Ce que l’amitié ne me contraindra pas à faire. Je me suis encrassé les esgourdes à chroniquer le – pas si mauvais que ça – dernier album de The Mission pour un vieux complice. On ne tire pas sur les ambulances mais la tentation était grande. Il me faut donc procéder à une mise à jour de mes oreilles d’urgence, d’autant que même Britney me trahit. Heureusement, ce jour voit la sortie de AM le tant attendu dernier opus d’Arctic Monkeys, dont j’ai déjà eu l’occasion d’écrire tout le bien que j’en pense.

Arctic Monkeys Do I Wanna Know

En attendant la chronique de le album de cette rentrée, petit teaser pour me permettre de renouer avec ce Manic Monday, gentiment pompé sur Mes Petites Fables Angelina. Donc, ce sera Do I Wanna Know ? qui vaut mieux – tellement mieux – qu’un insert de 10 secondes dans les scènes dramatisées des Chtis à Hollywood.

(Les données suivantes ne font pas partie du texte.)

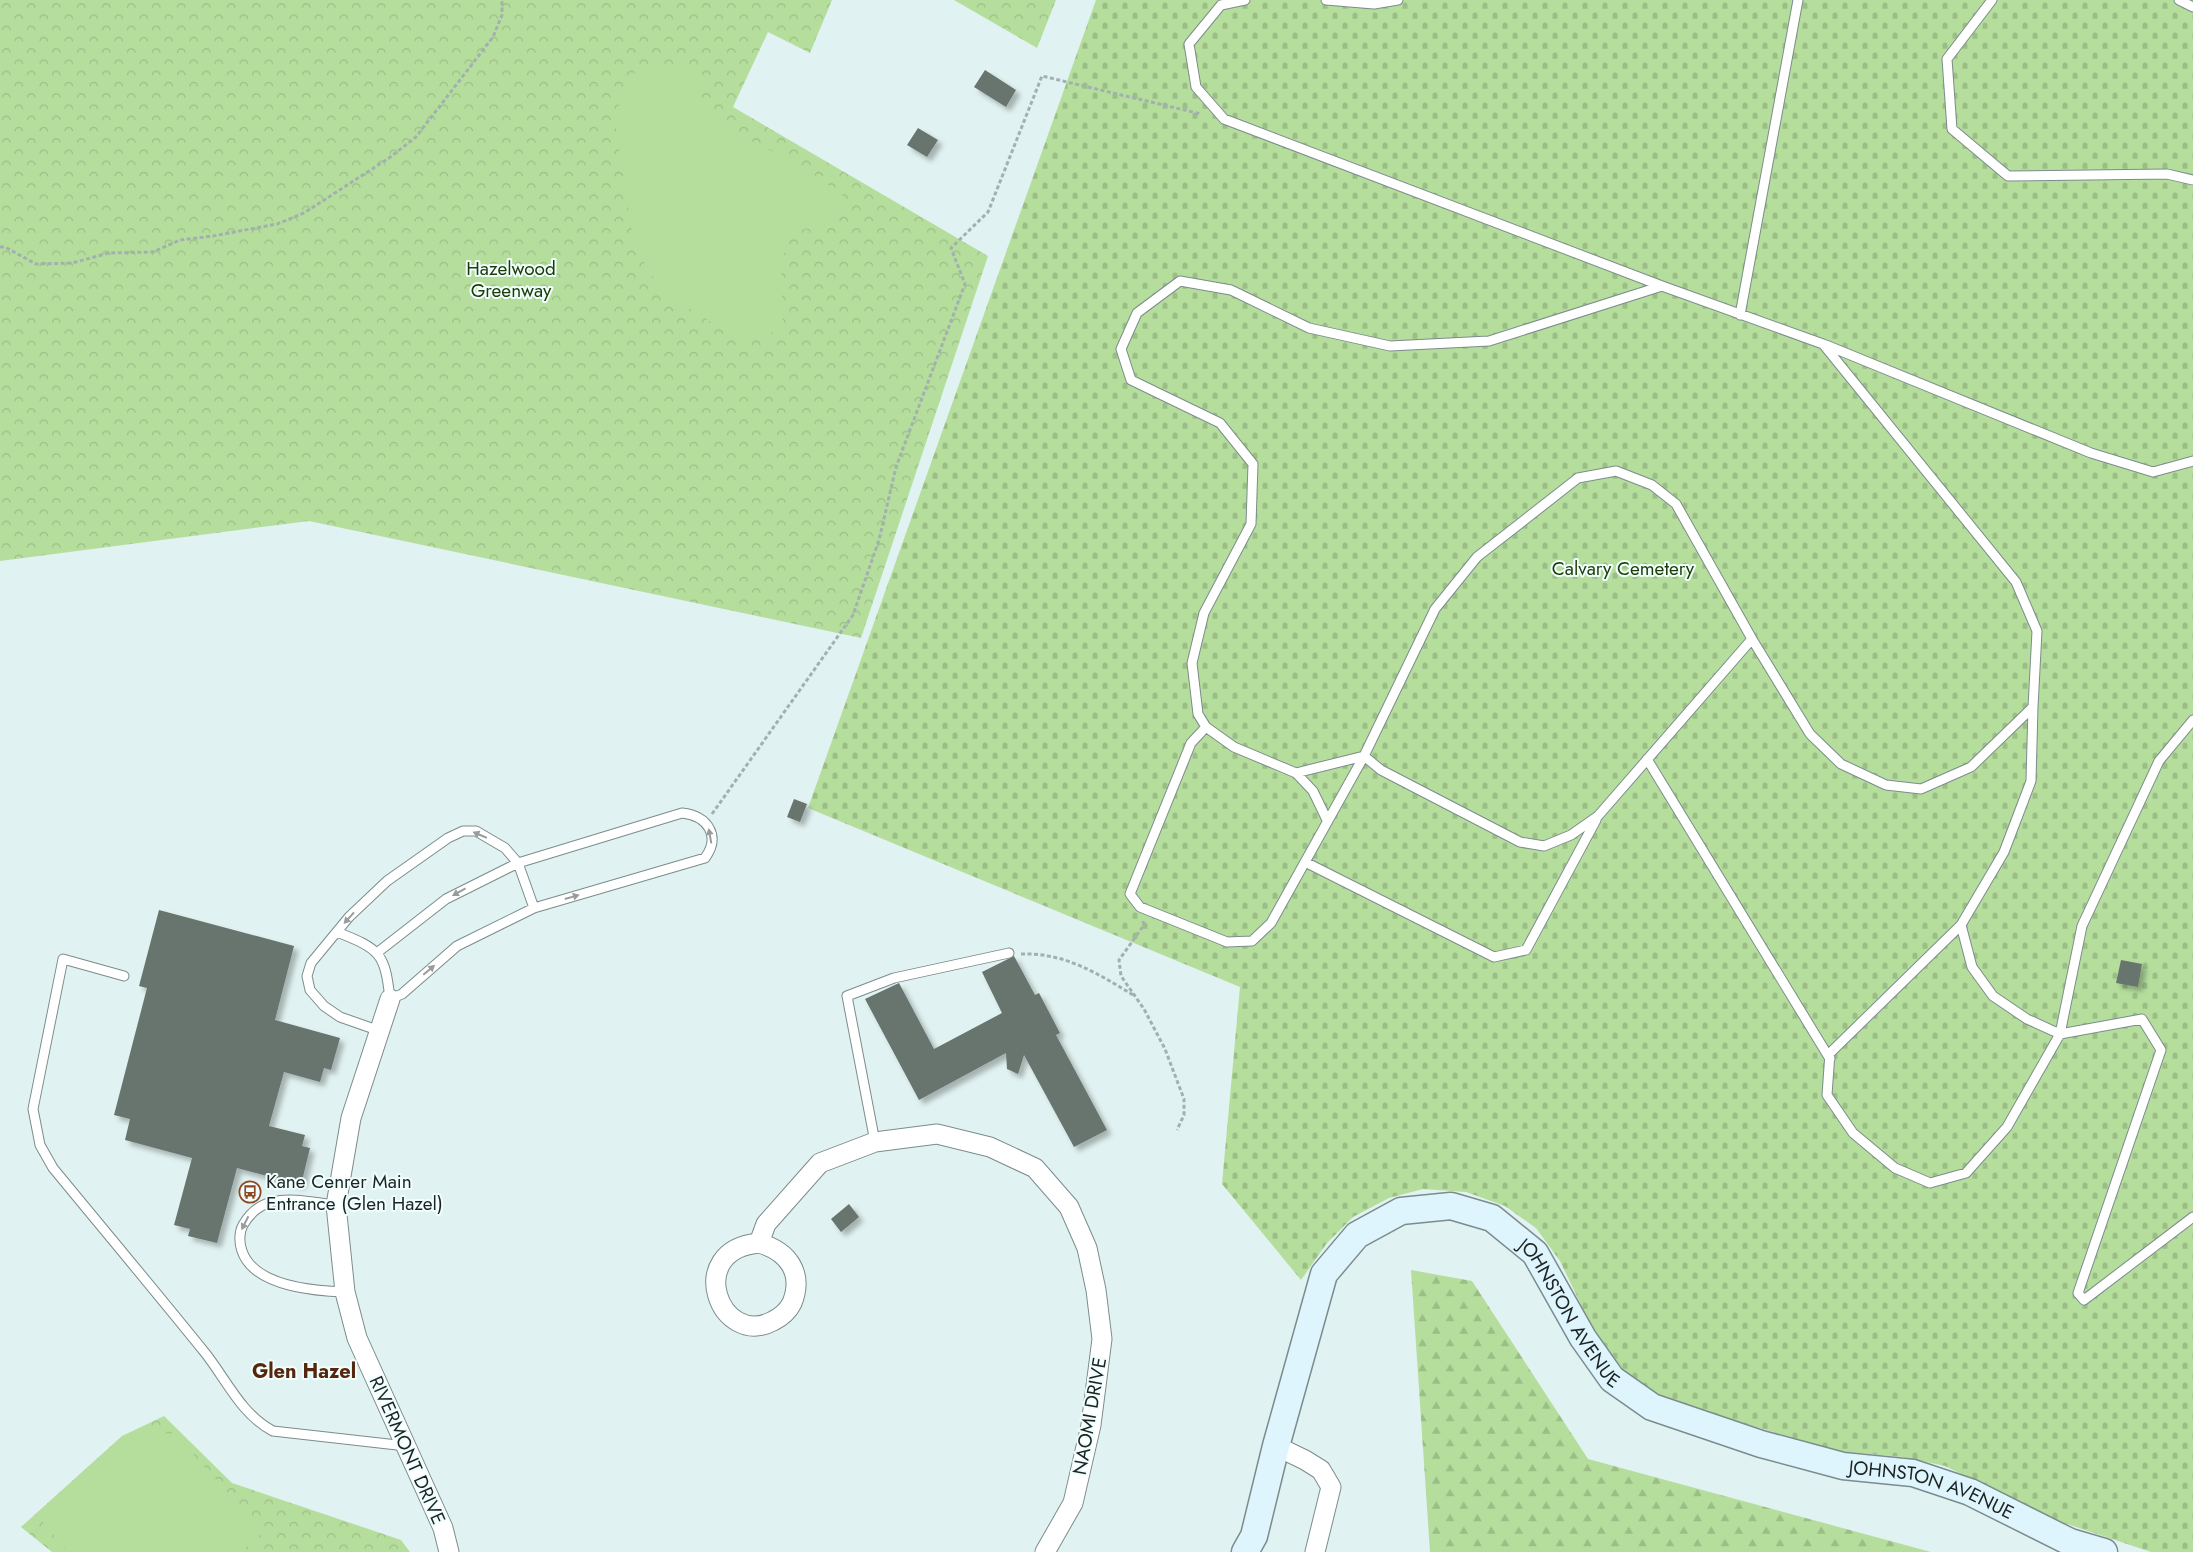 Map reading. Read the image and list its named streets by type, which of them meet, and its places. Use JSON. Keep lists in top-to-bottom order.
{
  "streets": {
    "street": ["JOHNSTON AVENUE", "NAOMI DRIVE", "RIVERMONT DRIVE"]
  },
  "districts": ["Glen Hazel"],
  "parks": ["Hazelwood Greenway", "Calvary Cemetery"],
  "places": {
    "bus stop": ["Kane Cenrer Main Entrance (Glen Hazel)"]
  }
} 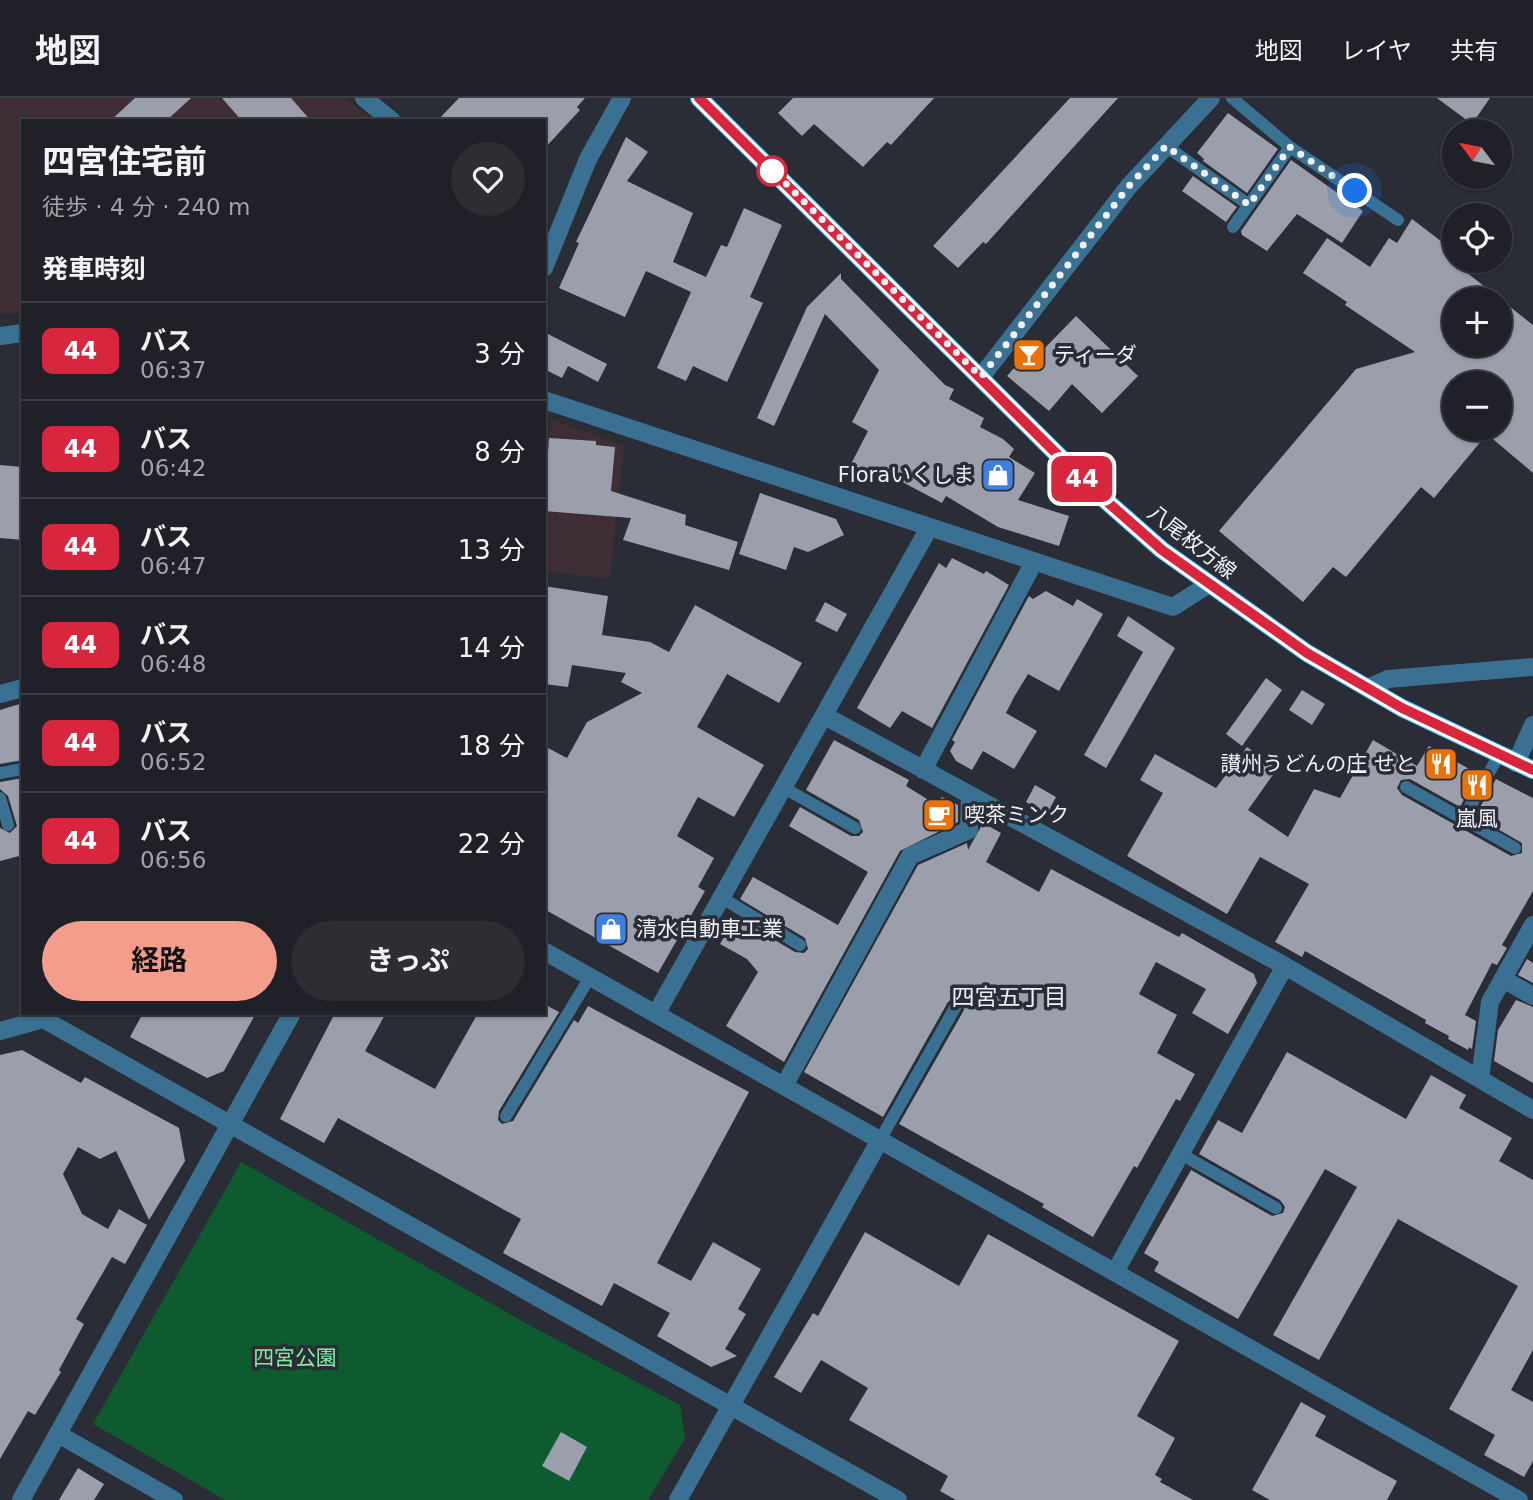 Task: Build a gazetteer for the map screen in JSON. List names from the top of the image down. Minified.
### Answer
{"streets":{"main road":["八尾枚方線"]},"districts":["四宮五丁目"],"parks":["四宮公園"],"places":{"bar":["ティーダ"],"shop":["Floraいくしま","清水自動車工業"],"restaurant":["讃州うどんの庄 せと","嵐風"],"cafe":["喫茶ミンク"]},"lines":["bus line 44"],"north":"top left","page":{"header":"地図","nav":["地図","レイヤ","共有"],"on_map":"44","map_buttons":["+","−"],"heading":[["四宮住宅前","徒歩 · 4 分 · 240 m"],"発車時刻"],"list":[{"mark":"44","name":"バス","note":"06:37","value":"3 分"},{"mark":"44","name":"バス","note":"06:42","value":"8 分"},{"mark":"44","name":"バス","note":"06:47","value":"13 分"},{"mark":"44","name":"バス","note":"06:48","value":"14 分"},{"mark":"44","name":"バス","note":"06:52","value":"18 分"},{"mark":"44","name":"バス","note":"06:56","value":"22 分"}],"buttons":["経路","きっぷ"]}} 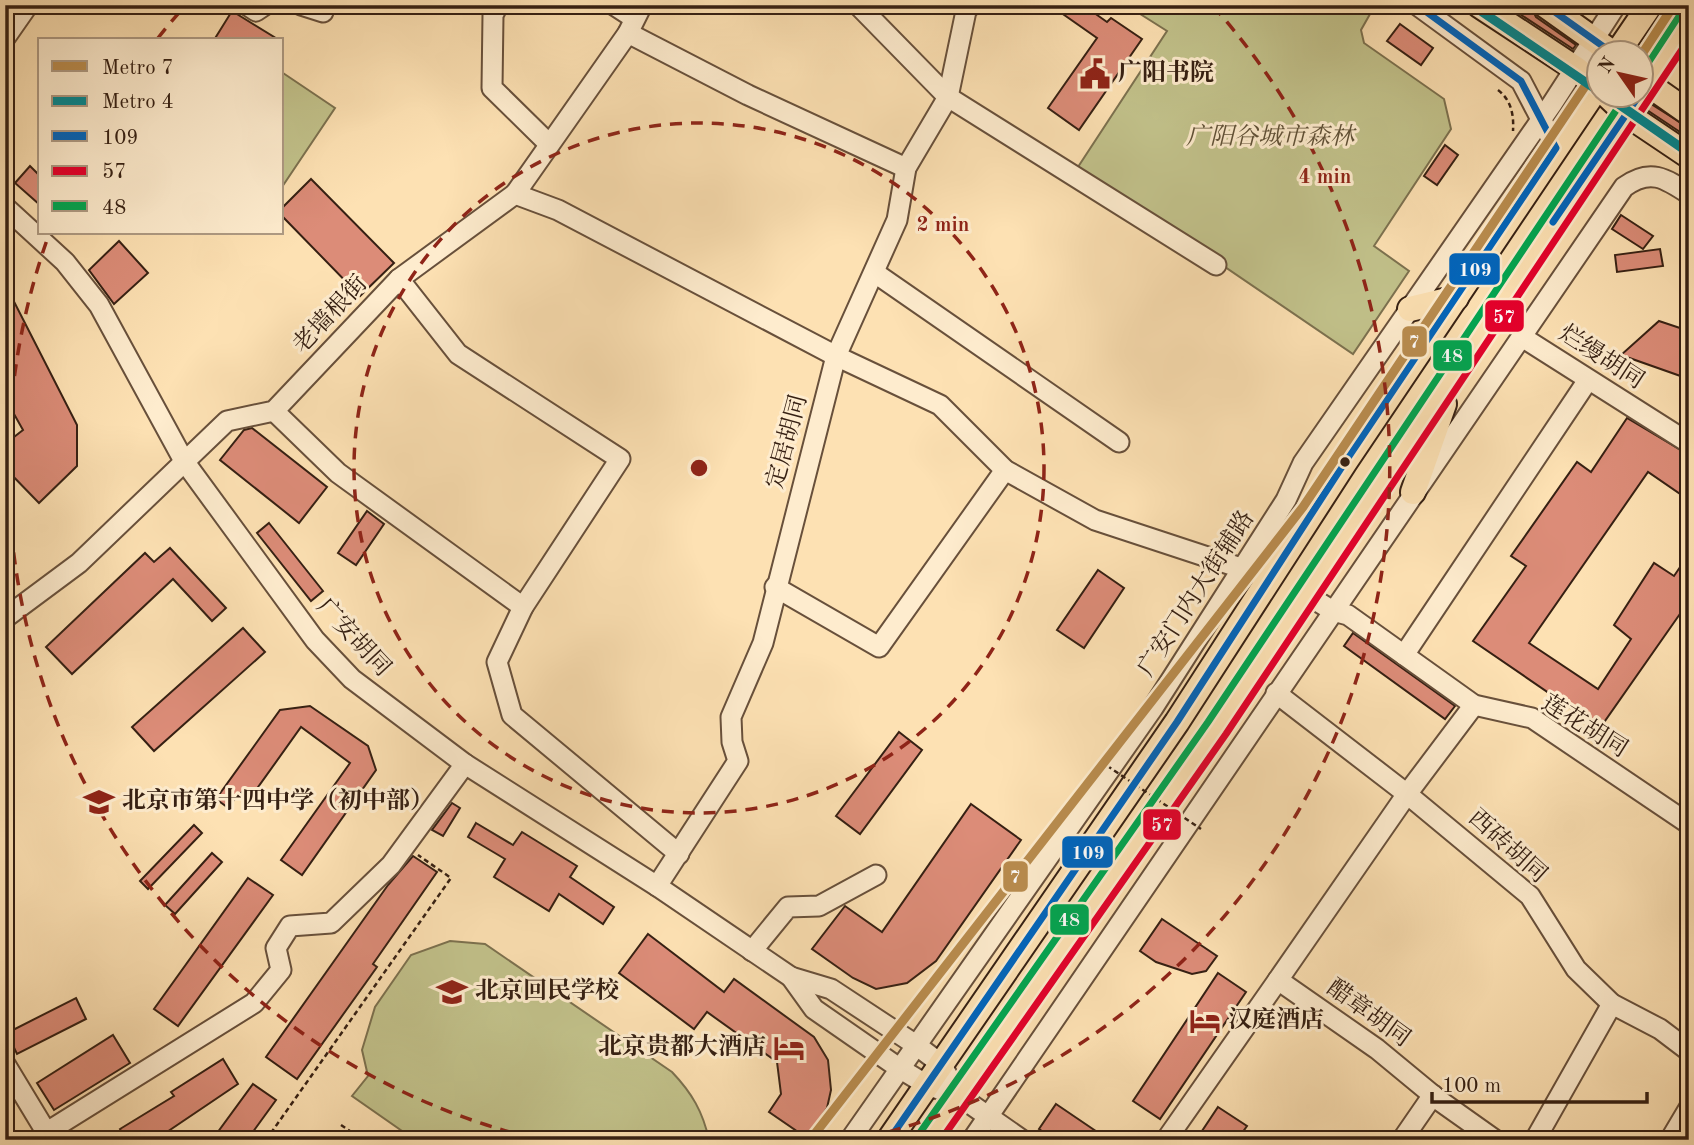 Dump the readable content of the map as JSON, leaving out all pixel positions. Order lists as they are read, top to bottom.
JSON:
{
  "streets": {
    "street": [
      "老墙根街",
      "烂缦胡同",
      "定居胡同",
      "广安门内大街辅路",
      "广安胡同",
      "莲花胡同",
      "西砖胡同",
      "醋章胡同"
    ]
  },
  "crossings": [
    ["定居胡同", "广安胡同"],
    ["广安门内大街辅路", "广安胡同"]
  ],
  "parks": ["广阳谷城市森林"],
  "places": {
    "public building": ["广阳书院"],
    "school or university": ["北京市第十四中学（初中部）", "北京回民学校"],
    "hotel": ["汉庭酒店", "北京贵都大酒店"]
  },
  "lines": [
    "metro line 7",
    "metro line 4",
    "transit line 109",
    "transit line 48",
    "transit line 57"
  ],
  "legend": [
    "Metro 7",
    "Metro 4",
    "109",
    "57",
    "48"
  ],
  "scale_bar": "100 m",
  "north": "top left",
  "rings": ["4 min", "2 min"]
}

Un putain de riff de gratte lancinant et lourd tournée en boucle par un Jamie Cook qui nous la joue cocotte-minute sous pression. Le chant supplique d’Alex Turner soutenu par des chœurs échappés de Queen Of The Stone Age (Josh Holmes n’est pas loin). Y a encore et toujours cette batterie métronome qui porte le tout avec une précision de malade. Et cette émotion qui me tord le bide.

Sheffield la nuit

Des histoires de relations ratées, de baiser interrompu on ne saura jamais trop pourquoi, de murs humides de briques jaunes sur lesquels ont se rétame la gueule en titubant en sortant du pub. Peut être pour ça que le baiser n’a pas été jusqu’au bout, d’ailleurs, en y repensant bien.

Bref, Arctic Monkeys déchire encore tout et surtout les nuages bas d’un Sheffield évoluant en 3e division anglaise. Et moi, je vais finir par demander l’asile culturel en Grande-Bretagne !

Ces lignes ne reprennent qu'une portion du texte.